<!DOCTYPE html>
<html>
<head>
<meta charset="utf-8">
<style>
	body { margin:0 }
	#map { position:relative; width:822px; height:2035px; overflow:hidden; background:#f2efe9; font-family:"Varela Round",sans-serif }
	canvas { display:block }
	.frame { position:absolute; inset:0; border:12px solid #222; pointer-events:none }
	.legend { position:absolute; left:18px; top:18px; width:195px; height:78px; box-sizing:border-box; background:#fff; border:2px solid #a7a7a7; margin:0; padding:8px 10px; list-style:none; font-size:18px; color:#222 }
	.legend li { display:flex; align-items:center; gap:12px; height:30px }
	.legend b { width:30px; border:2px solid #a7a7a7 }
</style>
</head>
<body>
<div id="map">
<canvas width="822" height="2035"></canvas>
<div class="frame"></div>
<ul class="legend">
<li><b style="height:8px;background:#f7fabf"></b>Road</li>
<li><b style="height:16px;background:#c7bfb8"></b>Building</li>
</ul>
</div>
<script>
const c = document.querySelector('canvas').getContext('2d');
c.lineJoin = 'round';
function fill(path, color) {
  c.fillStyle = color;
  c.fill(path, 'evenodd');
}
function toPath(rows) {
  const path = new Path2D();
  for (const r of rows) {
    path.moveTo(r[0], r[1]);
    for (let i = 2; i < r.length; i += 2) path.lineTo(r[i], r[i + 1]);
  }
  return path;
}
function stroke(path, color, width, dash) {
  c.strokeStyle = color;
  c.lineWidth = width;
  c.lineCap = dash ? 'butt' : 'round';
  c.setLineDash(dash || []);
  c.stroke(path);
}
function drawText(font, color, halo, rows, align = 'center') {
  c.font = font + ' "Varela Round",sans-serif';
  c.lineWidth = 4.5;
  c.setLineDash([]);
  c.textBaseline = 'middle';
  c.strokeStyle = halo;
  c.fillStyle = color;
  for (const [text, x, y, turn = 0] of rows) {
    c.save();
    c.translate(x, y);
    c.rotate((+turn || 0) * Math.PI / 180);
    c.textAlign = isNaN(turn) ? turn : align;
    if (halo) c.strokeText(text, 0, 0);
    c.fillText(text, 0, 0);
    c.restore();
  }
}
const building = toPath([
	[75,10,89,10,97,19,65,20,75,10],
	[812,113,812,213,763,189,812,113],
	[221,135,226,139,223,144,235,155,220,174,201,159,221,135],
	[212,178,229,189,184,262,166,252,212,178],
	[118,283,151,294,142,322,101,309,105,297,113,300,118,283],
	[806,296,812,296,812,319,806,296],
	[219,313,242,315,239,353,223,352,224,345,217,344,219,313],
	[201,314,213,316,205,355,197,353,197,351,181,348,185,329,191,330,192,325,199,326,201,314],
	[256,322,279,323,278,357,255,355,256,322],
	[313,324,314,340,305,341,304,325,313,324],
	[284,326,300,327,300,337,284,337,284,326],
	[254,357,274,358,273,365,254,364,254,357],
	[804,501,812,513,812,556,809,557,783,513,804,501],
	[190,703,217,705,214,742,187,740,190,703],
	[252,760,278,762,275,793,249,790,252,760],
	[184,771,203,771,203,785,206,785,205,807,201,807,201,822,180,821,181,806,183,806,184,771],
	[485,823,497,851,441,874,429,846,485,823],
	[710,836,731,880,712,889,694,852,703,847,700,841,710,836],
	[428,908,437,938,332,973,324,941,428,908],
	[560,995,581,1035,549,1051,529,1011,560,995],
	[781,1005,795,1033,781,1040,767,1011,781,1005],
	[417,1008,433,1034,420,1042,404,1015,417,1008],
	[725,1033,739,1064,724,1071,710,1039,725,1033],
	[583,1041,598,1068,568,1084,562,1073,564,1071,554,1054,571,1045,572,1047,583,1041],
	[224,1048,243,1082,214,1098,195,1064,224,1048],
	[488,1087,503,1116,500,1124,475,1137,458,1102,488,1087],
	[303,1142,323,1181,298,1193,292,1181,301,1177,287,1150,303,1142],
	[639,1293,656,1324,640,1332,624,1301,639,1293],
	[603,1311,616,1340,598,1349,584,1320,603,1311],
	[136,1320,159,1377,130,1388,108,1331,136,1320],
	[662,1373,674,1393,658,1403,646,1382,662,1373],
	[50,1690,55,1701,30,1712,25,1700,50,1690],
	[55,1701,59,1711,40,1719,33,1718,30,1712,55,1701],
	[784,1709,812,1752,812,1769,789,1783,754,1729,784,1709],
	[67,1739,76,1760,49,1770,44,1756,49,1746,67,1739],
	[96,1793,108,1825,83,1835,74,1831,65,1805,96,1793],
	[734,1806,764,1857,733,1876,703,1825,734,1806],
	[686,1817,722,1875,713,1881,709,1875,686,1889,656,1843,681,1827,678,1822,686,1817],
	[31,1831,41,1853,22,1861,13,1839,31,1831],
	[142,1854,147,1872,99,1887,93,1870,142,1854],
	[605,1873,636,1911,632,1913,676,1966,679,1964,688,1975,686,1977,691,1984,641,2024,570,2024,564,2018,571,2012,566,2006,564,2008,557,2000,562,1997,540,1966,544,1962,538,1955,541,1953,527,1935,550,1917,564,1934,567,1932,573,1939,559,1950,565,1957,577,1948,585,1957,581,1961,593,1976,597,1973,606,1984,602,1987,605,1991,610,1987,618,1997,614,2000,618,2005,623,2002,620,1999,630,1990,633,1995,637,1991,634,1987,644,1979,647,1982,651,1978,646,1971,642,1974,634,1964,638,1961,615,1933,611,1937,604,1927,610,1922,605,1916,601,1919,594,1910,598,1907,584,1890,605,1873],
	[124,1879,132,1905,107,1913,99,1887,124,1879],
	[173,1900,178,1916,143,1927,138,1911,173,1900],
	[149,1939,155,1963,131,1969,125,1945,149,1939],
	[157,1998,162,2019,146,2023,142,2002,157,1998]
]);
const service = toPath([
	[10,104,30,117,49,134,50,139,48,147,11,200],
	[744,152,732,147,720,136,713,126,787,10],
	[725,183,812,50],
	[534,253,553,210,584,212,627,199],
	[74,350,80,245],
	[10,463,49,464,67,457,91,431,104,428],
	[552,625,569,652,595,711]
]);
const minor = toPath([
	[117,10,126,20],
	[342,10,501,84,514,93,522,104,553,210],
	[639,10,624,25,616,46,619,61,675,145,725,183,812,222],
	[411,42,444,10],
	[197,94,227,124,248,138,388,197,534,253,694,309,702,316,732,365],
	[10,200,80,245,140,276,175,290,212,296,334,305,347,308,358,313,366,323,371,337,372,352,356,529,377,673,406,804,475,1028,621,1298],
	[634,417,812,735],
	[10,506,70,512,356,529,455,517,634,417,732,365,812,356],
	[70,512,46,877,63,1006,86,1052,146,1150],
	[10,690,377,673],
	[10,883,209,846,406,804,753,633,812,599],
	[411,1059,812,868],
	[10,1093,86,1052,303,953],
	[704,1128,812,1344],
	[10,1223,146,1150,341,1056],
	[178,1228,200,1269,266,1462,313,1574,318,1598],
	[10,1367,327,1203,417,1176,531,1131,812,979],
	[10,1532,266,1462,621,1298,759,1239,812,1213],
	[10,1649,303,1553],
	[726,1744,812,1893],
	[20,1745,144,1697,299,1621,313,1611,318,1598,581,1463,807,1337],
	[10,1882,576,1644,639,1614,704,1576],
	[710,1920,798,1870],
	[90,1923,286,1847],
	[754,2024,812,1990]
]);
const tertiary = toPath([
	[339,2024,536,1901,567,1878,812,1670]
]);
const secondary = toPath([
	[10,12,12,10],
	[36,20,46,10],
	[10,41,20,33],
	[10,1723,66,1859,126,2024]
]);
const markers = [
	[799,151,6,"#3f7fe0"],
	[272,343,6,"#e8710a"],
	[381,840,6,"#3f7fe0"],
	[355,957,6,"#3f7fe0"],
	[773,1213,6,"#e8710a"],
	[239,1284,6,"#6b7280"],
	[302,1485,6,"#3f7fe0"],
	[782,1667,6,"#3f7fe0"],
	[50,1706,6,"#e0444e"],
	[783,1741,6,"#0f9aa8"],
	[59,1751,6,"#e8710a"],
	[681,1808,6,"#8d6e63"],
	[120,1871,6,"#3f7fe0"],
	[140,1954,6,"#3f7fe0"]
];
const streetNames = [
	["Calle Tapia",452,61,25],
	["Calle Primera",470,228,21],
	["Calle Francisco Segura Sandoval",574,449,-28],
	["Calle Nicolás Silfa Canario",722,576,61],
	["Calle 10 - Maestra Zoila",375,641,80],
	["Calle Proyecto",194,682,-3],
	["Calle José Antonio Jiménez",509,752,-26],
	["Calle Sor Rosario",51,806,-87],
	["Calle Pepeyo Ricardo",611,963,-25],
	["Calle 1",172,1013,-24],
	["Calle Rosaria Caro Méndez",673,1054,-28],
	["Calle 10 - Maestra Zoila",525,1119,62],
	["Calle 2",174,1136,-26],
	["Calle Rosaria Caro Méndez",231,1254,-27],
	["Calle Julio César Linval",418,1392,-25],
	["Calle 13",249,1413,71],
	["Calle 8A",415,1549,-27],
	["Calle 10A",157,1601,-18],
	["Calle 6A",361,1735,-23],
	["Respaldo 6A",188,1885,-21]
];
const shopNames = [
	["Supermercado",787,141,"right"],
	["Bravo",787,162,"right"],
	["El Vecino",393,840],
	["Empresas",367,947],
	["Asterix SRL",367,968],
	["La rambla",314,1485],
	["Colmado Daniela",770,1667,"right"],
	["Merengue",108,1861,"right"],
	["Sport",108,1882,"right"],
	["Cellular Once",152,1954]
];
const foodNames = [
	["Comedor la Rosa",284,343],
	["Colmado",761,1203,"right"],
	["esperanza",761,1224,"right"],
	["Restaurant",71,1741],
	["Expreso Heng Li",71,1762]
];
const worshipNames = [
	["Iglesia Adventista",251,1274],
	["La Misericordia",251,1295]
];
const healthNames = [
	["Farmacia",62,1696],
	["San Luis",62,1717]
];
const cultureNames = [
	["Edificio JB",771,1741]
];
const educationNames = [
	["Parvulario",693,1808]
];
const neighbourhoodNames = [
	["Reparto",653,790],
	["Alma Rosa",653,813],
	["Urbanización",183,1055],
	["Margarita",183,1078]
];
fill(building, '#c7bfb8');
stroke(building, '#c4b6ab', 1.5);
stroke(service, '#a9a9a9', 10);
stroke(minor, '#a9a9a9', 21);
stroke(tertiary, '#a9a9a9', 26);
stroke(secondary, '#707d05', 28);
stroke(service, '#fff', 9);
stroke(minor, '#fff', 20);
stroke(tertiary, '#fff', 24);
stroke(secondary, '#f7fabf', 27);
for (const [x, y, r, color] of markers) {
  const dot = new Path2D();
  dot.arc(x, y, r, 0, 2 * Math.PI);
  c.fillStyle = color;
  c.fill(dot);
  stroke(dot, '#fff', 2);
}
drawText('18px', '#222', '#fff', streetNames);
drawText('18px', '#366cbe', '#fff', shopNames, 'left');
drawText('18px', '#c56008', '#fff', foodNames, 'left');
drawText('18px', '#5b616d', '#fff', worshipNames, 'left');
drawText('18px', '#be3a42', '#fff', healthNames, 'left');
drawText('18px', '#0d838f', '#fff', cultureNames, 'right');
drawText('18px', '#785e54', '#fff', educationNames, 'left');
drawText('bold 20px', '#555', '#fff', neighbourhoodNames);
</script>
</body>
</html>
——————————
§ ABOUT THIS EXERCISE:
Work out how many lines in the data include "align". Answer with the number only.

§ SOLVED EXERCISE:
3